Required work:
Check each line of the records for "Hársfa"; collect those that have it.

Material provided:

+-------+

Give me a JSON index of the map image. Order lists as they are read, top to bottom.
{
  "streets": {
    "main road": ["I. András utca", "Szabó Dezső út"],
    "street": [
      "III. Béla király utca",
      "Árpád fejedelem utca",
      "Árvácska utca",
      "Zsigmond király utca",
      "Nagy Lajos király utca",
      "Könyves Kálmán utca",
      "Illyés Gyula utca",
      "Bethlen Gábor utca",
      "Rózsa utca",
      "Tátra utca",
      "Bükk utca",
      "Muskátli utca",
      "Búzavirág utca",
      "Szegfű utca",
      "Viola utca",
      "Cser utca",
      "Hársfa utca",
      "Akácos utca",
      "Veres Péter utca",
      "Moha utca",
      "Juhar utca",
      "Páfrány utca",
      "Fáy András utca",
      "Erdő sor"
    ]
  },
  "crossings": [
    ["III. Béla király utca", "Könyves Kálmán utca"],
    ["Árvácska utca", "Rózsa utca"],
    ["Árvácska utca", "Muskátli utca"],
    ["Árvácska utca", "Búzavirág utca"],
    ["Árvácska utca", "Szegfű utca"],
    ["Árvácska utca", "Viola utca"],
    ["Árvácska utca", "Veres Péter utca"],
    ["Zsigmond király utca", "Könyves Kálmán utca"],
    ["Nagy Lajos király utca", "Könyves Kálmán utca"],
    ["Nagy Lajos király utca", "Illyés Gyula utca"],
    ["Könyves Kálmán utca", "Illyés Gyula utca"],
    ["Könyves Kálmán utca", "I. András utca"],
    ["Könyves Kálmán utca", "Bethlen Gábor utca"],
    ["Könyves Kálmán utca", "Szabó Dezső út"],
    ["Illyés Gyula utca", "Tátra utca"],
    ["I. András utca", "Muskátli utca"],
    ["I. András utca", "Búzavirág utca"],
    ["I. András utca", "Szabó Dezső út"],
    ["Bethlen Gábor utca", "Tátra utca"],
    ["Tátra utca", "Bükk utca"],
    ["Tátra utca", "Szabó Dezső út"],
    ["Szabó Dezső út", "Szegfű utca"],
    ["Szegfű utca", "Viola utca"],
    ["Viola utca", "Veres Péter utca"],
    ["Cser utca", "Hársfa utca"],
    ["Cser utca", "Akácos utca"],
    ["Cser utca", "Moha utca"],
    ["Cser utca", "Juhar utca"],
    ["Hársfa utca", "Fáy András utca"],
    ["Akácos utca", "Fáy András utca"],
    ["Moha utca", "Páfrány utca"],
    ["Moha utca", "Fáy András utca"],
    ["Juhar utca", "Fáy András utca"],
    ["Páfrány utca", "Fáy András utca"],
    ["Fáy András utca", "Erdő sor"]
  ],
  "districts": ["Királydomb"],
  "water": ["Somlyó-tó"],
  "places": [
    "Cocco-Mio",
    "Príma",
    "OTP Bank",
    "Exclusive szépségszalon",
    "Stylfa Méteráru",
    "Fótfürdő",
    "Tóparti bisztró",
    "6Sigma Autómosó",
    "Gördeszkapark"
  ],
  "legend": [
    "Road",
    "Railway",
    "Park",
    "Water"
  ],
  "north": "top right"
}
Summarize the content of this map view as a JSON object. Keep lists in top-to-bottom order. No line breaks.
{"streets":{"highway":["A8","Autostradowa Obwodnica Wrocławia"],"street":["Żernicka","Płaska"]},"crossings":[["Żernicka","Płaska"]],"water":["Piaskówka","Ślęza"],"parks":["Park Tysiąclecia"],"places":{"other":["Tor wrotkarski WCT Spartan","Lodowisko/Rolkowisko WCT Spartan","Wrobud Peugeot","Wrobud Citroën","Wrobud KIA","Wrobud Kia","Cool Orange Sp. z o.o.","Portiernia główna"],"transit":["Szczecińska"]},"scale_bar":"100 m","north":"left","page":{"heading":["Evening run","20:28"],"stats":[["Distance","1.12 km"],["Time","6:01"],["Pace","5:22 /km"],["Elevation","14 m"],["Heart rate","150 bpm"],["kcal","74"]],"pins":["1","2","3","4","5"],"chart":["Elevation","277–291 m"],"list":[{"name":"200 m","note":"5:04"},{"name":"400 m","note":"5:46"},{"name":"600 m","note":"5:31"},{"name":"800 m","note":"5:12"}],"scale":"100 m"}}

+-------+

Answer for the task:
      "Hársfa utca",
    ["Cser utca", "Hársfa utca"],
    ["Hársfa utca", "Fáy András utca"],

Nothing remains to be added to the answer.